En las primeras luces de los tiempos, cuando el mundo aún era joven y nuestros Dioses Desgajados no habían nacido, existieron seres de un poder inimaginable. Entidades primitivas de pura esencia, capaces de moldear la realidad con su sola voluntad. Su poder eclipsaría a los dioses que llegaron después, pues ellos eran los cimientos del mundo, la fuente de donde brotarían todas las cosas y al final de sus días, las cosas volverían a ellos, para renacer una vez más.

Parte Primera: La Cosa

La Cosa existió antes de todo y todos, existió cuando el mar cubría la tierra y antes de eso, cuando las ciudades se alzaban como baluartes de las hazañas de los viejos seres, los llamados ahogados. La Cosa dormía en ese entonces y fueron los errores de los antiguos y su ambición quienes la despertaron. Surgió de las profundidades y tapó todo con su oscura marea. Dio fin a la ambición de los viejos y a sus reinos enchapados en oro y plata. Les quitó todo, lo que necesitaban y lo que no. Y los desterró al fondo del mar donde los mortales de la tierra no podían vivir. El mundo se sumergió en agua y destrucción, y para La Cosa entonces todo estaba resuelto, así que decidió que era el momento de descansar y dejó al Caos al mando del mundo.
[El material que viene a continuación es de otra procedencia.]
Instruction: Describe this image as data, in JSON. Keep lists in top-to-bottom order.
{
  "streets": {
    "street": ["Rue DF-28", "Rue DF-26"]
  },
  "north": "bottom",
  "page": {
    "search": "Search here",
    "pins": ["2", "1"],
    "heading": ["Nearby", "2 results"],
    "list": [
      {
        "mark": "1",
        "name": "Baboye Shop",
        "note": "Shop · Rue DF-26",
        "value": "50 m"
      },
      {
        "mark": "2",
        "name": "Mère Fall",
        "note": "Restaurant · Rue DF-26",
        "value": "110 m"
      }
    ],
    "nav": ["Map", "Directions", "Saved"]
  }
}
La Cosa sumerge todo rastro de civilización

Pasaron los ciclos uno tras otro, pero nadie estaba para contarlos, hasta que llegó el tiempo en que el Caos, que se movía de manera desordenada sobre y bajo el mar, se acercó a los dominios de La Cosa y vio cómo sus peores sueños le atormentaban en el letargo. El Caos se apiadó y se llevó consigo los sueños, y algo más, que La Cosa había dejado libre. Las quimeras de La Cosa eran tan terribles como La Cosa misma, o quizás más, pues eran los motivos de sus miedos y quejidos más intrínsecos. El Caos sintió temor de que aquellos sueños pudieran romper el orden que había impuesto La Cosa, así que encerró a las pesadillas, y algo más, en un cuerpo mortal y lo condenó a dormir en el corazón de un volcán sumergido.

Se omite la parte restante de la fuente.